DuckDB data not updating

163 views
Skip to first unread message

Ron Basumallik

unread,
Jan 1, 2024, 11:18:06 AM1/1/24
to ontop4obda
Hello - I've been evaluating OnTop for use with DuckDB and ran into some behavior which I'm not sure is a bug or a feature.

  1. Run OnTop Endpoint connected to DuckDB with driver on a Docker container. The DuckDB .db file lives on my local machine and is mounted to the Docker container where the OnTop process accesses it.
  2. I run a query in OnTop to get all the rows of the DuckDB table. It works great and returns 9 rows.
  3. In a separate local process unrelated to OnTop, I open a connection to the same DuckDB database and add a row to the DuckDB database. I commit and close the connection.
  4. In another separate local process unrelated to OnTop, I open a connection to the DuckDB database and query all rows, it returns 10 rows including the row I added in step 3.
  5. In OnTop, I run the same query as step 2, but it only returns 9 rows

My question is is this expected behavior?
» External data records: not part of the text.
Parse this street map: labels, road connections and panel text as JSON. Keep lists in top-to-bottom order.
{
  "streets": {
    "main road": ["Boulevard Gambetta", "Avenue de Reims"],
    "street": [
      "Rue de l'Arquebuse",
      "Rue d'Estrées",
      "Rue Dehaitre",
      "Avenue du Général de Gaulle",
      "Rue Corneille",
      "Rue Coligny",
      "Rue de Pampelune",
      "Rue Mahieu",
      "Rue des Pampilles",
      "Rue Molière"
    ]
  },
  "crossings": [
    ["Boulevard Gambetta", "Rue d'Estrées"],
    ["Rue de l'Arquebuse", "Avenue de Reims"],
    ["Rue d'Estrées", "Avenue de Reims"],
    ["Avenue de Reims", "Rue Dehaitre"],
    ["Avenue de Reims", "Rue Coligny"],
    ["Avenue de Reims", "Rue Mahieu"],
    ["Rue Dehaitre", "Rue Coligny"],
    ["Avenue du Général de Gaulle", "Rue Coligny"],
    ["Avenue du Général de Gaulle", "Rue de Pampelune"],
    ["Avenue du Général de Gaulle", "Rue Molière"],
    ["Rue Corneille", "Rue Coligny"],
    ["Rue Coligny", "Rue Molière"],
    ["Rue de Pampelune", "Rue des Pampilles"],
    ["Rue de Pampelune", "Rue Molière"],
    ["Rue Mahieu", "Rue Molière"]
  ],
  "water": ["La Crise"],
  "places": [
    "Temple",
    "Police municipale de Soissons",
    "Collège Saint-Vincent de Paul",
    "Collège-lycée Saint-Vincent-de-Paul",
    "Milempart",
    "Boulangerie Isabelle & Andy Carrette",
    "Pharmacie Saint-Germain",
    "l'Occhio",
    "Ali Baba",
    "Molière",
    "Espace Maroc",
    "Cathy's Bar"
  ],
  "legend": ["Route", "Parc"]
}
My understanding was the OnTop will query DuckDB every time so it should show the updated 10 rows. I looked into caching behavior but get the same 9 row result when I open OnTop in multiple browsers so it's not caching on the client side. When I directly query DuckDB I get 10 rows so it's not caching on the DuckDB side. I updated OnTop cache query size to 0 so it would reformulate every time and still get 9 rows.

Is there any other sort of internal caching mechanism on OnTop which may be causing this behavior? Additionally does OnTop possibly create a single connection with DuckDB throughout its entire running process or only when it needs to run a query?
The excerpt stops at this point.